What are Latent Semantic Analysis and “Natural Phrase” Targeting and How Can You Use them for Search Optimization?

Matt Cutts of Google gives an excellent summary of Google’s use of Latent Semantic Indexing (LSI) in an SMX Advanced workshop video. He references the use of the tilde (~) search at Google.com for the term you are focusing on, and he gives some pretty explicit hints about how to write ad copy.

The tilde search will give you a list of sites that are related to that term, but will also highlight related terms from other sites. Then when you look at your own content, you can ask yourself if you are using those related terms enough. Can you swap a few terms? If you want a good tool that will run the tilde search and scrape keywords for you, try this Ontology Finder.

For a great article by Aaron Wall on this topic, read his post here. To summarize the article and its implications for SEO, Wall writes:

  • Pages that are too focused on one phrase tend to rank worse than one would expect (sometimes even being filtered out for what some SEOs call being over-optimized).
  • Pages that are focused on a wider net of related keywords tend to have more stable rankings for the core keyword and rank for a wider net of keywords.

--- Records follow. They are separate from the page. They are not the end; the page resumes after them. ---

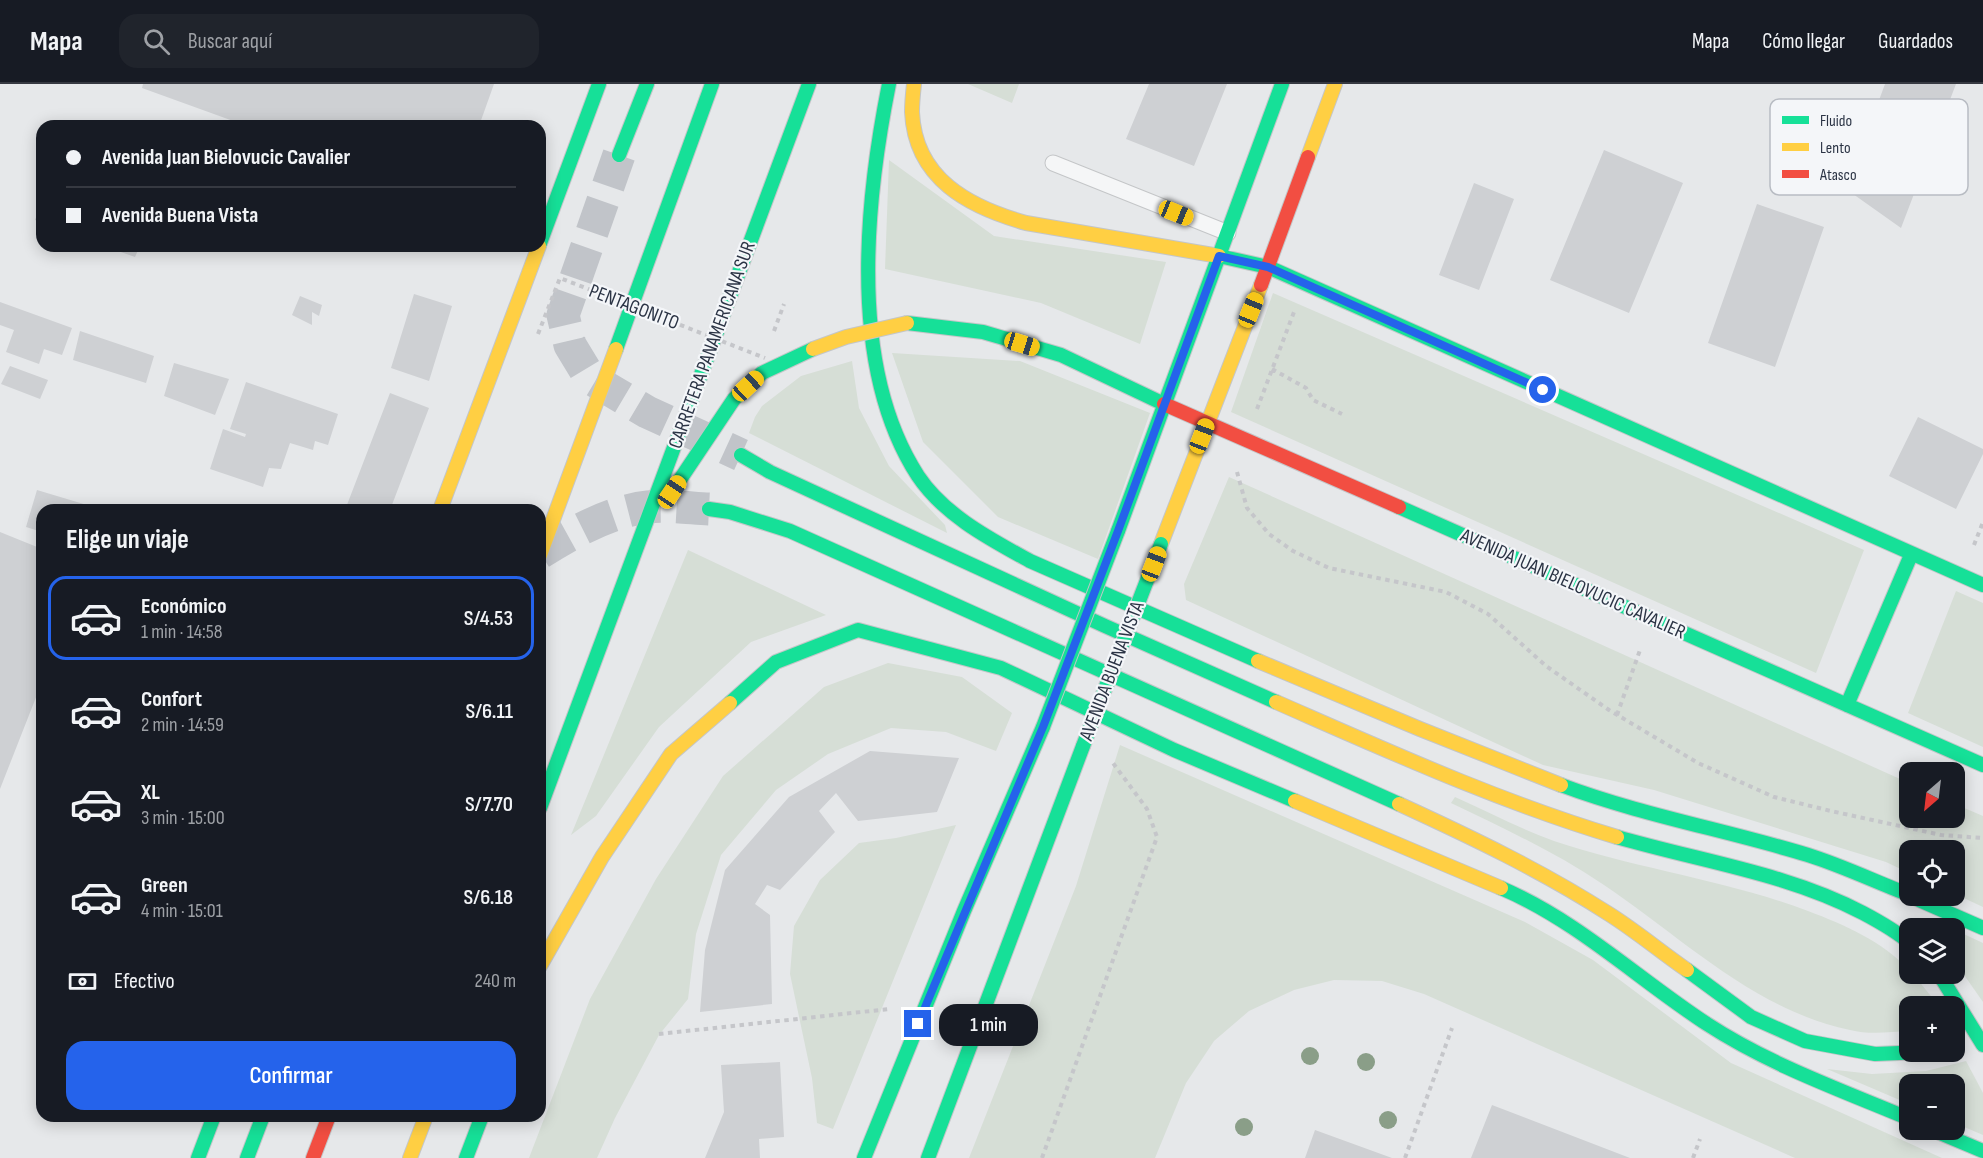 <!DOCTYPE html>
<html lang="es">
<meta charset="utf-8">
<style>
:root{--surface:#171b24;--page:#20242c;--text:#f1f3f6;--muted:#9ea1a6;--line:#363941;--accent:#2563eb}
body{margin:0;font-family:"Sofia Sans Condensed",sans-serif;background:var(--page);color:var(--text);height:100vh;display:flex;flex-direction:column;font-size:22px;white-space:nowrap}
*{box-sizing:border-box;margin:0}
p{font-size:20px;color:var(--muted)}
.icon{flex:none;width:33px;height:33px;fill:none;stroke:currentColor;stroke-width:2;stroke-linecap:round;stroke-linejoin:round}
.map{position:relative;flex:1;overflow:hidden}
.drawer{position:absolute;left:36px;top:420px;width:510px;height:618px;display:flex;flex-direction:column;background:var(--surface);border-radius:18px;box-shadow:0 3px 15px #0003}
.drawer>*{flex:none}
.top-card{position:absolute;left:36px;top:36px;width:510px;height:132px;border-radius:18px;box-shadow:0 3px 15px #0003;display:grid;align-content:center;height:132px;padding:0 30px;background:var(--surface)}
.needle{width:39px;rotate:208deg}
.tools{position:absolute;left:1899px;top:678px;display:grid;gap:12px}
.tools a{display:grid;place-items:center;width:66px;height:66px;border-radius:12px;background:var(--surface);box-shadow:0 3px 15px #0003;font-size:30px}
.end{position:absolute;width:27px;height:27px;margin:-14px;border:8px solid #2563eb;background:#fff;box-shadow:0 0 0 3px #fff}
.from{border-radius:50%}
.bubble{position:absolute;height:42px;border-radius:18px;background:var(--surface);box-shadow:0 3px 15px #0003;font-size:20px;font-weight:600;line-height:42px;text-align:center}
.car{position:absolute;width:18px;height:36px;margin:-18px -9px;border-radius:8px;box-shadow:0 0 4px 2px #0007;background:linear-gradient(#f5c518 24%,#345 0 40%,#f5c518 0 76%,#345 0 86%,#f5c518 0)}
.top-card b{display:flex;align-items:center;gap:21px;height:57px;font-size:22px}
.top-card b+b{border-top:2px solid var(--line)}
.top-card i{width:15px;height:15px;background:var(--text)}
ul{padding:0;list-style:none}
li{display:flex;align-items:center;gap:18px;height:84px;margin:0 12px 9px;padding:0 18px;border:3px solid transparent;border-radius:18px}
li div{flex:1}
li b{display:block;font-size:22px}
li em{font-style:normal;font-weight:600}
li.current{border-color:var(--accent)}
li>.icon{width:54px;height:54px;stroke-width:1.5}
h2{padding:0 30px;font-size:27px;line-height:72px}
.pay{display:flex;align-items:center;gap:15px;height:66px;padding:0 30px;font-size:22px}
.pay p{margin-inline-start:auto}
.cta{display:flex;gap:12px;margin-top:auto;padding:12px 30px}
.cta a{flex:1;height:69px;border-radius:18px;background:var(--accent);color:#fff;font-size:24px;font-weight:600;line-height:69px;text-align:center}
header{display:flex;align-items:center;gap:36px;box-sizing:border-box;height:84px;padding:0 30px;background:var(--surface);border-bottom:2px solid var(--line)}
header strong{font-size:28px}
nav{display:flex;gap:33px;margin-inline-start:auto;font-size:21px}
.search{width:420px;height:54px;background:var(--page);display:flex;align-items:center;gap:15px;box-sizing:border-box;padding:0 21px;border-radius:18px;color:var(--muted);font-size:22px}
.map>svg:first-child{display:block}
.green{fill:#d6ded6}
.building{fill:#ced0d3}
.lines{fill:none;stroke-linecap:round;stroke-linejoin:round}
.highway-tunnel{stroke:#c1c4c9;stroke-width:33;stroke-dasharray:33 16;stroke-linecap:butt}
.lane-casing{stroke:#c4c6c8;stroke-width:17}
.fast-casing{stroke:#c4c6c8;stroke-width:16}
.slow-casing{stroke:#c4c6c8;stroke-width:16}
.jam-casing{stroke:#c4c6c8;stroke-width:16}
.path{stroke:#c5c6ca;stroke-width:4;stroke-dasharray:4.5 4.5;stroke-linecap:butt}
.lane{stroke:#f5f6f7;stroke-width:15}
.fast{stroke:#16e098;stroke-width:14}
.slow{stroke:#ffcf43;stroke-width:14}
.jam{stroke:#f24e42;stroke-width:14}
.fast-bridge-casing{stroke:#c4c6c8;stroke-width:16;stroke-linecap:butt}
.slow-bridge-casing{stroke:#c4c6c8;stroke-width:16;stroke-linecap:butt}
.path-bridge{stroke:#c5c6ca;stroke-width:4;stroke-dasharray:4.5 4.5;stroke-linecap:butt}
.fast-bridge{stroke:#16e098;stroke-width:14}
.slow-bridge{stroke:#ffcf43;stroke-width:14}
.tree{fill:#8a9e88}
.route{stroke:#2563eb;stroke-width:8}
.labels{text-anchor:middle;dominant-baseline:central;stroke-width:4.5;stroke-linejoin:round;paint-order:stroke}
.street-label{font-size:20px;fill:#2b3445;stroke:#f4f6f9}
.key{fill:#f4f6f9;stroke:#b8bcc3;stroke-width:1.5}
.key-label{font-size:16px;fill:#2b3445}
</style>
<header>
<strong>Mapa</strong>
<div class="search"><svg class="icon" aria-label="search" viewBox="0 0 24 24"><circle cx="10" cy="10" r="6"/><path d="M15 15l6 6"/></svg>Buscar aquí</div>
<nav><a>Mapa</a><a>Cómo llegar</a><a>Guardados</a></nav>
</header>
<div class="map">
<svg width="1983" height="1074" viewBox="0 0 1983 1074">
<rect width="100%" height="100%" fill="#e6e8ea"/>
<path class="green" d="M968 0H1019L1012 19Z
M889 76 994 152 1166 178 1140 260 1041 219 885 185Z
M1273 209 1864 466 1816 589 1231 328Z
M892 269 1020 277 1150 329 1098 475 998 433 923 358Z
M852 277 859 324 889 382 945 441 947 449 749 349 755 333 762 322 801 292Z
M1229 393 1909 699 1910 734H1954L1955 720 1983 732V823L1955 810 1954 766H1910L1909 789 1886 778 1654 706 1543 681 1186 516 1184 500Z
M688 466 826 531 751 558 659 643 596 732 571 751Z
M1956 507 1983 519V663L1908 629Z
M888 579 962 593 1012 629 996 667 946 648 891 644 828 670 776 706 721 771 696 850 688 915 659 951 615 1034 597 1074H529L590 915 656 795 723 692 824 603Z
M1120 661 1525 838 1593 876 1731 979 1942 1074H1795L1424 910 1382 897 1334 896 1294 906 1249 927 1214 957 1186 999 1155 1074H969L1076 802Z
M1455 713C1487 727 1520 745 1554 757 1638 785 1726 796 1808 827 1845 841 1882 857 1909 886L1910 890H1913L1939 922H1910L1909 947C1890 948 1869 951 1850 946 1754 926 1683 854 1604 801 1555 768 1503 744 1451 719Z
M956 741 833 1045 817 1039 812 994 790 890 794 842 820 796 859 759 896 754Z
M1955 846 1983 859V918L1955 878Z
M1966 977 1983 1009V1051L1955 1039 1954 1000H1910L1909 1020 1827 985 1872 990 1926 987Z"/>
<path class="building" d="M143 0H494L479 42H247L142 4Z
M1149 0H1227L1194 82 1126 55Z
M1885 0H1956L1901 144 1846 105Z
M1604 66 1683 99 1629 229 1550 196Z
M1474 99 1514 115 1479 206 1439 191Z
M42 118V138L35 136Z
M1757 120 1824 143 1775 283 1708 259Z
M119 162H140L135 173 118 167Z
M414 210 452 222 429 297 391 284Z
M300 212 322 221 319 232 312 228V241L292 231Z
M0 218 72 244 62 271 44 265 39 280 6 268 14 246 0 241Z
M80 247 154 272 146 299 73 276Z
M174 279 229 295 215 331 164 312Z
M10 282 48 296 40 315 1 300Z
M246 298 338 330 328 361 315 357 313 366 290 359 281 385 269 384 263 403 210 385 223 345 245 353 246 350 230 345Z
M390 309 429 324 390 426H345Z
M1918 333 1983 365V370L1956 425 1889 392Z
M37 406 87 421 86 426H42V448L26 443Z
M0 448 42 465V598L0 705Z
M870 667 959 674 937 728 858 737 836 709 819 727 835 748 780 806 767 801 755 820 770 831 772 920 700 928 705 866 725 786 789 713Z
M780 978 784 1053 759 1055 760 1074H705L724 1028 721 981Z
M1492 1021 1630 1074H1471Z
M1315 1046 1392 1074H1305Z"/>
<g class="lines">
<path class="highway-tunnel" d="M619 71 563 231 570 261 590 294 647 328 741 371
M540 469C571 449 611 427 648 423 668 421 689 424 709 425"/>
<defs>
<path id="lane" d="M1053 79 1228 149"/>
<path id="fast" d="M889 0C865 120 848 284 918 392 944 431 990 455 1030 477L1258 577
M619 71 647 0
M540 159 599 0
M1219 172 1268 183 1983 501
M907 239 983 248 1061 271 1164 320
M616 265 712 0
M741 371 770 388 1105 542 1276 618
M669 412 734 315 762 289 813 265
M1399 423 1983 681
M709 425 730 428 790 447 1399 720
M1118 447 1282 0
M730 619 776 578 858 546 1001 584 1174 666 1295 717
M1847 621 1911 471
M1561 701C1641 731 1726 746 1808 771 1843 782 1876 798 1910 811
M540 724 809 0
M1617 753C1699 777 1787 789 1863 829 1880 838 1896 847 1910 859
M1501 804C1578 837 1638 895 1707 940 1770 981 1841 1006 1910 1035
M1910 812 1983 844
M1687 886 1751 933 1805 957 1875 970 1924 968
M1939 890 1983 961
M1933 1046 1983 1067
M198 1074 214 1032
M247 1074 263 1032
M466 1074 482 1032
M864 1074 964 827 1043 643
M928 1074 1083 662"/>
<path id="slow" d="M914 0C913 9 912 19 912 28 915 95 969 123 1026 139L1219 172
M1308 73 1335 0
M440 426 539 162
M1161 460 1261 201
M540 471 616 265
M1258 577 1420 645 1561 701
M1276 618C1388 667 1500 718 1617 753
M1295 717 1501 804
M1399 720C1471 753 1542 787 1609 830 1636 847 1661 868 1687 886
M540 882 602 773 671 670 730 619
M410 1074 426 1032"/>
<path id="jam" d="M1261 201 1308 73
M1164 320 1399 423
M313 1074 329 1032"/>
</defs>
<use href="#lane" class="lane-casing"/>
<use href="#fast" class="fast-casing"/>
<use href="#slow" class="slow-casing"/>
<use href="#jam" class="jam-casing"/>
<path class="path" d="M774 247 784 220
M1272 285 1306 304 1313 316 1342 330
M1257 325 1294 228
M1237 388 1247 424 1269 450 1293 467 1329 484 1446 508 1488 530 1546 582 1609 626 1698 679 1774 713 1831 727 1941 751 1983 754
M1974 461 1983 438
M1617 631 1640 566
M659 950 889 925
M1042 1074 1157 753 1147 725 1113 679
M1405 1074 1452 944
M1693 1074 1700 1055"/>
<use href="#lane" class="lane"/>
<use href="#fast" class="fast"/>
<use href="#slow" class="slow"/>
<use href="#jam" class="jam"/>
<defs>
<path id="fast-bridge" d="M1043 643 1118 447
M1083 662 1161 460"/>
<path id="slow-bridge" d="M813 265 846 253 907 239"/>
</defs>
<use href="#fast-bridge" class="fast-bridge-casing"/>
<use href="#slow-bridge" class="slow-bridge-casing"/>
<path class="path-bridge" d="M538 250 560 194 765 274"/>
<use href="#fast-bridge" class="fast-bridge"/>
<use href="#slow-bridge" class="slow-bridge"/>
</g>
<g class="tree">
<circle cx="1310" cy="972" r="9"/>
<circle cx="1366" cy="978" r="9"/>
<circle cx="1388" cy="1036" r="9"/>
<circle cx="1244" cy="1043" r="9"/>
</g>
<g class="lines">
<path class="route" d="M918 940 1043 643 1118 447 1219 172 1268 183 1543 306"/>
</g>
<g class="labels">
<g class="street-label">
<text transform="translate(634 223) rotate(21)">PENTAGONITO</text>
<text transform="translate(712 261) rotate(-70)">CARRETERA PANAMERICANA SUR</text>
<text transform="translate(1573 500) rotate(24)">AVENIDA JUAN BIELOVUCIC CAVALIER</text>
<text transform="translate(1112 587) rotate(-69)">AVENIDA BUENA VISTA</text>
</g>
</g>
<rect x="1770" y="15" width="198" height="96" rx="9" class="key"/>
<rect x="1782" y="32" width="27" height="8" fill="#16e098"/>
<rect x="1782" y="59" width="27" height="8" fill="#ffcf43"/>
<rect x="1782" y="86" width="27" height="8" fill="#f24e42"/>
<g class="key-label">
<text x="1820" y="42">Fluido</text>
<text x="1820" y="69">Lento</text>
<text x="1820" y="96">Atasco</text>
</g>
</svg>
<div class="tools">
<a><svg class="needle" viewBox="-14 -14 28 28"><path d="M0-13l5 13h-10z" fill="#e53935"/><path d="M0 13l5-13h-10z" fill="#9ea1a6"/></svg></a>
<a><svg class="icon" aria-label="locate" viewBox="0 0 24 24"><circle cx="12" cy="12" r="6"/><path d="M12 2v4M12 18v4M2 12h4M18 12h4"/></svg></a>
<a><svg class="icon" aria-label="layers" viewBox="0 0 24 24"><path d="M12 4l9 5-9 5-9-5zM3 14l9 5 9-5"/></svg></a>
<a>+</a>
<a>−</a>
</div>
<i class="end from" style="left:1543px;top:306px"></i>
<i class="end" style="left:918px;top:940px"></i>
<div class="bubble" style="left:939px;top:920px;width:99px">1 min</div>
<i class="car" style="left:1176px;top:129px;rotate:112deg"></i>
<i class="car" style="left:1251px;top:226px;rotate:22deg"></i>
<i class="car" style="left:1022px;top:260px;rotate:107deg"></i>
<i class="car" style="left:748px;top:302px;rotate:47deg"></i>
<i class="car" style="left:1202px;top:352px;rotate:21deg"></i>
<i class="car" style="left:672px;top:408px;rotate:34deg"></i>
<i class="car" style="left:1154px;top:480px;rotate:21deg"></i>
<div class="top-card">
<b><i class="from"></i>Avenida Juan Bielovucic Cavalier</b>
<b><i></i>Avenida Buena Vista</b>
</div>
<section class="drawer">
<h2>Elige un viaje</h2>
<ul>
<li class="current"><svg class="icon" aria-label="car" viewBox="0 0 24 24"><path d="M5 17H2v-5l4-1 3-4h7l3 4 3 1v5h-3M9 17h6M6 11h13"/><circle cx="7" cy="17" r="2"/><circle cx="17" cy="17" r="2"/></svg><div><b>Económico</b><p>1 min · 14:58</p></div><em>S/4.53</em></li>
<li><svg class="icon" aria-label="car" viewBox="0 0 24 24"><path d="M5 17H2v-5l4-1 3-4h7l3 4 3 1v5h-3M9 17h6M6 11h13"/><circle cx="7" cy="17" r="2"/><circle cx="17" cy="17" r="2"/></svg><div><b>Confort</b><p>2 min · 14:59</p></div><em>S/6.11</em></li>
<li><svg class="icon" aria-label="car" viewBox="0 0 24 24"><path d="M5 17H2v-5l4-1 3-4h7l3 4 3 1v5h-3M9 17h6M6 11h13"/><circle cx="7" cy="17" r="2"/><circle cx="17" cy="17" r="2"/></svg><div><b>XL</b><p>3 min · 15:00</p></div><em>S/7.70</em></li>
<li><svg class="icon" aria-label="car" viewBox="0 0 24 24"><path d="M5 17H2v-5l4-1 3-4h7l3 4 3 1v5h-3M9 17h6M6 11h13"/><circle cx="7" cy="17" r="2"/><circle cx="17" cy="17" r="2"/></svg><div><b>Green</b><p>4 min · 15:01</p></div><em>S/6.18</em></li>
</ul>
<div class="pay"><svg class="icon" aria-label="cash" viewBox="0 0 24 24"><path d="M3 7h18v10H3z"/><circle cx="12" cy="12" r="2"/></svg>Efectivo<p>240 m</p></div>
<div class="cta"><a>Confirmar</a></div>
</section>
</div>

Furthermore, Wall recommends varying the keywords for your inbound text links with the same LSI principles.

LSI is also a good argument for writing long ad copy as opposed to short copy. Long copy brings in thousands of keyword variations automatically. It also tends to automatically create hundreds, if not thousands, of “natural phrase” combinations.

Not only do LSI and natural phrase targeting make better ad copy for search rankings, but they also attract long-tail keyword searches that convert well. In a study of one site for a small local business that receives about 3,000+ searches per month, we looked at the last 6 months and found that of 8,257 different phrases and about 21,000 searches, only 1,037 phrases were repeated according to our logs. That is 7,220 unique phrases or roughly 1/3 of the total over half a year. Many of these phrases are reasonably related. Two thirds of the traffic represents highly relevant topics to the business, either with relevant geo terms or base-industry terms. The varieties of ways people search are extraordinary!